### TASK BRIEF
Starting at the line with "position:relative; width:920px; height:2355px;" and going on through the line with "filter:drop-shadow(2px 0 #574a3e)", reproduce each line in the records below exactly and nothing more.

========================

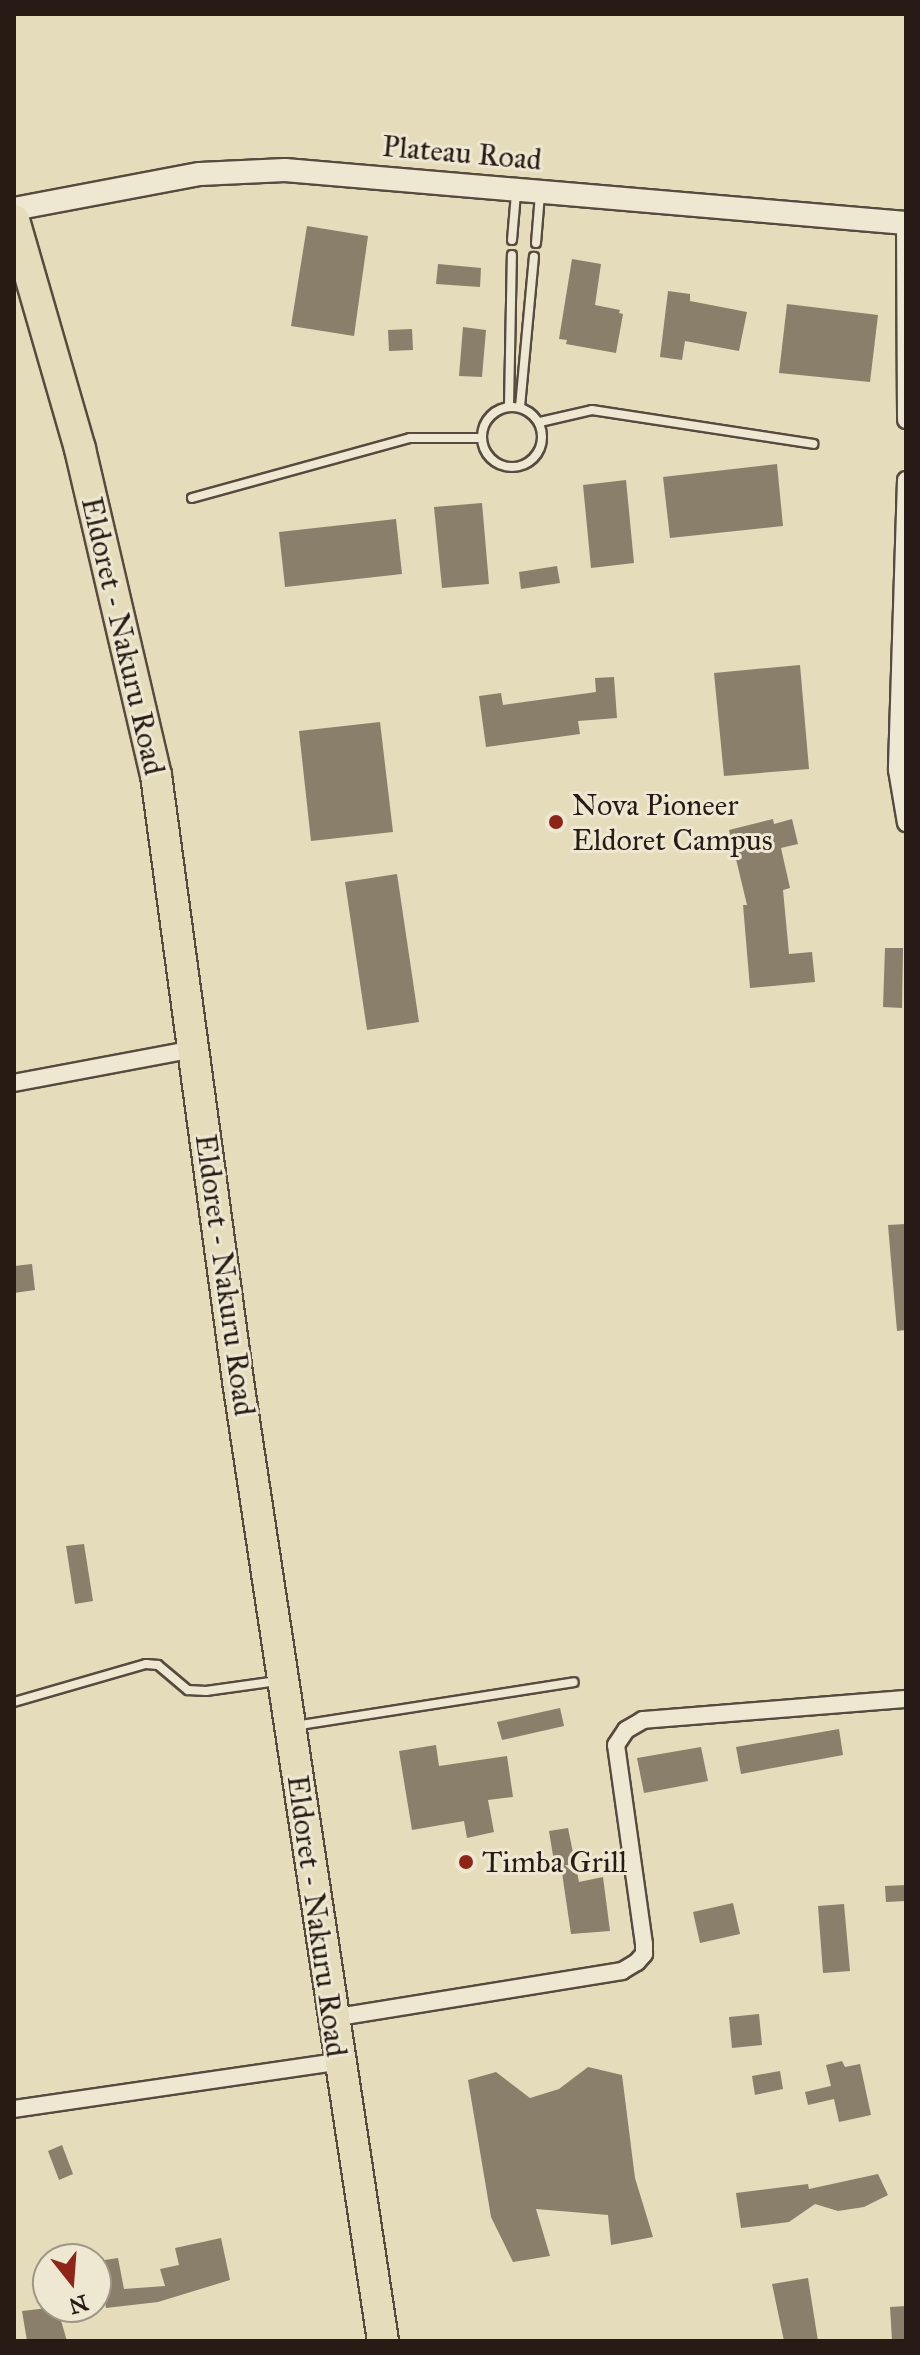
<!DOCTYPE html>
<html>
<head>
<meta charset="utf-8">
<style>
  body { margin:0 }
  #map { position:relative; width:920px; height:2355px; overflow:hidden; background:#e5dcbb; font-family:"IM FELL Great Primer",serif }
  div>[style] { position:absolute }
  .building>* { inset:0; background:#8a7f6b }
  .roads { filter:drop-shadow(2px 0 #574a3e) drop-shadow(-2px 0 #574a3e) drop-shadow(0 2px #574a3e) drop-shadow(0 -2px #574a3e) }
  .lane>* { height:8px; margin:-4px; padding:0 4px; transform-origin:4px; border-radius:4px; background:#eee8d3 }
  .lane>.ring { margin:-4px; padding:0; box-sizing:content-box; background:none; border:8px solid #eee8d3; border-radius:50% }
  .street>* { height:16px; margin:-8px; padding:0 8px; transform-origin:8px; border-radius:8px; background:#eee8d3 }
  .secondary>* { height:22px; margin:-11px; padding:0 11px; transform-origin:11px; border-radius:11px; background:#eee8d3 }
  .highway>* { height:30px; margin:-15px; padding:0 15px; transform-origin:15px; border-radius:15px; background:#e5dcbb }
  .dots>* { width:22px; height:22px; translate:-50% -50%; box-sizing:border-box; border:4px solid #eee8d3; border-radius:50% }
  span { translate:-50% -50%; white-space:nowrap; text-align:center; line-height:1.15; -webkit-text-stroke:6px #eee8d3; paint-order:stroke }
  .street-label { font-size:30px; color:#281a14 }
  .poi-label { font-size:30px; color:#281a14 }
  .left { translate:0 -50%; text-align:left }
  .frame { position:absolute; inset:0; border:16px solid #281a14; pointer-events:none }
  .north { position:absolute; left:32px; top:2243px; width:80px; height:80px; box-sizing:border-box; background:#eee8d3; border:2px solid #9f9687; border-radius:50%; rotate:163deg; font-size:22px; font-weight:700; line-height:32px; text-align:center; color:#281a14 }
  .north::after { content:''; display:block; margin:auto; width:28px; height:36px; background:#8f2418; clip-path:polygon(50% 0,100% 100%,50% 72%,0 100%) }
</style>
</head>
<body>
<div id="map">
  <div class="building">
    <div style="clip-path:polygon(307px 226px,368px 236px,354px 336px,291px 326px)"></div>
    <div style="clip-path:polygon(572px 259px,601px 264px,595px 305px,620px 310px,619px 313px,623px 314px,616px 353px,566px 344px,567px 340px,559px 339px)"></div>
    <div style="clip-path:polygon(438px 264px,481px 268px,480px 287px,436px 284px)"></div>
    <div style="clip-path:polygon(668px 291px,690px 294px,690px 301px,747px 312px,739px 351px,685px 341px,682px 360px,660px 357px)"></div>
    <div style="clip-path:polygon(787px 304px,878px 315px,870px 382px,779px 373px)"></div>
    <div style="clip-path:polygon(463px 327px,486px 330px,482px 377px,459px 376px)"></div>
    <div style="clip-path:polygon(412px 329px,413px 350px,389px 351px,388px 330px)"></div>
    <div style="clip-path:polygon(777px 464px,783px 526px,670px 538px,663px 477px)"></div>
    <div style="clip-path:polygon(626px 480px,634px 563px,591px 568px,583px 485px)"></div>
    <div style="clip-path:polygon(482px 503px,489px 584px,442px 588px,434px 507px)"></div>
    <div style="clip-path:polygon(396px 519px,402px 574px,285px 587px,279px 532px)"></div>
    <div style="clip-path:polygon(557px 566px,560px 583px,521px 589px,519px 572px)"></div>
    <div style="clip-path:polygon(800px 665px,809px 769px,724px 776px,714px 673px)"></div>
    <div style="clip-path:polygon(614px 677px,617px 718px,578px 721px,580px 734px,486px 747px,479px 696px,501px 693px,503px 705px,596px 692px,595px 678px)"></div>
    <div style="clip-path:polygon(380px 722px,393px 832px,311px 841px,299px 731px)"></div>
    <div style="clip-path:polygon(773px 819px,774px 824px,792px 819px,798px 844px,781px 848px,790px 888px,783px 890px,789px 954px,812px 952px,815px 982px,750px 988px,743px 905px,747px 905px,729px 830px)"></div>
    <div style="clip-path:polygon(397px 874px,419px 1022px,367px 1030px,345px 882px)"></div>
    <div style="clip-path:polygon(885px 948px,903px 948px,902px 1008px,883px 1007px)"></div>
    <div style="clip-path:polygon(906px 1224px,906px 1330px,897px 1331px,888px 1225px)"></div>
    <div style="clip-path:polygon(32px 1264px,35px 1290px,14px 1293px,14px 1266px)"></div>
    <div style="clip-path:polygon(84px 1544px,93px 1601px,75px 1604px,66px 1546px)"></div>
    <div style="clip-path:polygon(560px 1708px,564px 1726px,502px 1740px,497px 1722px)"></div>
    <div style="clip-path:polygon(839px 1729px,843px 1755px,741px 1774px,736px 1747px)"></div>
    <div style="clip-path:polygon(436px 1745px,439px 1766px,507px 1756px,513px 1797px,488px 1800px,494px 1832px,467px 1838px,464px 1821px,412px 1830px,399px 1751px)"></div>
    <div style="clip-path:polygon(701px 1747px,708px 1781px,644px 1793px,637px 1758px)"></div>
    <div style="clip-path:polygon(568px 1828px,579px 1882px,603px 1877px,610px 1931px,571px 1934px,561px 1866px,555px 1868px,549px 1831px)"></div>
    <div style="clip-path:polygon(906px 1885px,906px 1901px,886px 1902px,885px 1886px)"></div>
    <div style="clip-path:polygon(733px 1903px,740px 1934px,700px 1943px,693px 1912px)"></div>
    <div style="clip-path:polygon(844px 1904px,850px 1971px,823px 1973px,818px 1906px)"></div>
    <div style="clip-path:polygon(759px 2014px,762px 2045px,732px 2048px,729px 2017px)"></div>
    <div style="clip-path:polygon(842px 2061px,845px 2067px,860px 2064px,871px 2115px,839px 2122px,834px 2099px,808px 2105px,805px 2092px,831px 2086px,826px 2065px)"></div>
    <div style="clip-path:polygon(588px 2067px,622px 2075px,635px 2178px,653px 2237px,611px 2245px,608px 2215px,536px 2209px,550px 2256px,513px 2262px,491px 2217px,468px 2080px,496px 2072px,530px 2098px,559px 2089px)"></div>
    <div style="clip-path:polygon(780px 2071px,783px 2089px,755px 2095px,752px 2076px)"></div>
    <div style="clip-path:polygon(62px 2145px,73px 2174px,59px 2180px,48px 2151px)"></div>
    <div style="clip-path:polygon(878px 2174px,888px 2195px,864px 2207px,838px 2211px,815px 2204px,789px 2222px,741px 2228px,736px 2193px,808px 2184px,809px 2189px)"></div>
    <div style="clip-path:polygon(221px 2238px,230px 2280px,158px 2302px,106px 2308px,98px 2261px,118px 2258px,124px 2289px,165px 2286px,160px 2269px,179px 2265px,175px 2248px)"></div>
    <div style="clip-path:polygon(808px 2278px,818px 2341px,784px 2341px,772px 2284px)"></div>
    <div style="clip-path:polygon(906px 2306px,906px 2339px,892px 2340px,890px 2307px)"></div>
    <div style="clip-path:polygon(57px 2307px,67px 2341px,27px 2341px,22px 2311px)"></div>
  </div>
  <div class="roads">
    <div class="lane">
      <div style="left:512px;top:240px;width:47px;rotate:-85.1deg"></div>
      <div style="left:536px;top:243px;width:49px;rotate:-85.3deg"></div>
      <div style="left:509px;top:406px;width:151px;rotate:-88.9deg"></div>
      <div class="ring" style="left:482px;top:407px;width:52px;height:52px"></div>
      <div style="left:520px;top:407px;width:151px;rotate:-84.7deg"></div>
      <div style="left:540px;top:422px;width:53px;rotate:-13deg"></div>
      <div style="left:592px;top:410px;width:224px;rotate:8.7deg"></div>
      <div style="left:192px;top:498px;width:226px;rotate:-15.4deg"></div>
      <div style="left:410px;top:438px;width:72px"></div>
      <div style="left:14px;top:1702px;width:137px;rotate:-16.1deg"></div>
      <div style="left:146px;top:1664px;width:12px;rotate:5deg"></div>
      <div style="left:158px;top:1665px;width:39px;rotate:40deg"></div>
      <div style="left:188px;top:1690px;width:18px;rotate:3deg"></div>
      <div style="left:206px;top:1691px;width:72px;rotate:-8deg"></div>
      <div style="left:294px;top:1726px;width:283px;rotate:-8.9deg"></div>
    </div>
    <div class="street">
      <div style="left:905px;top:223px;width:197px;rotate:89.7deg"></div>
      <div style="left:906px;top:480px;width:290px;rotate:91.8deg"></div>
      <div style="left:897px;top:770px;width:54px;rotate:80.4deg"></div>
      <div style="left:14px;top:1083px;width:183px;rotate:-10.7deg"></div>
      <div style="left:332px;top:2018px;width:294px;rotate:-9.2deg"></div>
      <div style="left:622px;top:1971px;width:17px;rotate:-31deg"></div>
      <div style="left:637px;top:1962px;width:11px;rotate:-49deg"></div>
      <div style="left:644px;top:1954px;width:10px;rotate:-90deg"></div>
      <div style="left:644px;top:1944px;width:201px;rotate:-98deg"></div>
      <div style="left:616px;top:1745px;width:18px;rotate:-56deg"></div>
      <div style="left:626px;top:1730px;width:20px;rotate:-30deg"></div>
      <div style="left:643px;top:1720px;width:264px;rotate:-4.6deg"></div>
      <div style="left:14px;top:2109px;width:327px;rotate:-8.3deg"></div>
    </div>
    <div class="secondary">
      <div style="left:14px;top:209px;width:189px;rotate:-10.7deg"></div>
      <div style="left:200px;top:174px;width:85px;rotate:-2.7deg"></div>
      <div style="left:285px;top:170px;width:623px;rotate:4.88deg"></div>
    </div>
    <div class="highway">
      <div style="left:14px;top:220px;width:238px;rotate:73.9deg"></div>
      <div style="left:80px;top:449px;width:335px;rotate:76.9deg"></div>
      <div style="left:156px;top:775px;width:612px;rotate:82.29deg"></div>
      <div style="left:238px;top:1381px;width:971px;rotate:81.41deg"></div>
    </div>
  </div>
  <div class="dots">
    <div style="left:556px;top:822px;background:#8f2418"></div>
    <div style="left:466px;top:1862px;background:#8f2418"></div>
  </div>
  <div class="street-label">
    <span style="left:462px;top:153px;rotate:5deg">Plateau Road</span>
    <span style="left:123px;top:636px;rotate:77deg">Eldoret - Nakuru Road</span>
    <span style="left:225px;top:1275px;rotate:82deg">Eldoret - Nakuru Road</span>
    <span style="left:317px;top:1916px;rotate:82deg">Eldoret - Nakuru Road</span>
  </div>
  <div class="poi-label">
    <span class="left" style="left:572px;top:822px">Nova Pioneer<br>Eldoret Campus</span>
    <span class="left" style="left:482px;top:1862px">Timba Grill</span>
  </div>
  <div class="frame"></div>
  <div class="north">N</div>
</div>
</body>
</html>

========================

### TASK SOLUTION
  #map { position:relative; width:920px; height:2355px; overflow:hidden; background:#e5dcbb; font-family:"IM FELL Great Primer",serif }
  div>[style] { position:absolute }
  .building>* { inset:0; background:#8a7f6b }
  .roads { filter:drop-shadow(2px 0 #574a3e) drop-shadow(-2px 0 #574a3e) drop-shadow(0 2px #574a3e) drop-shadow(0 -2px #574a3e) }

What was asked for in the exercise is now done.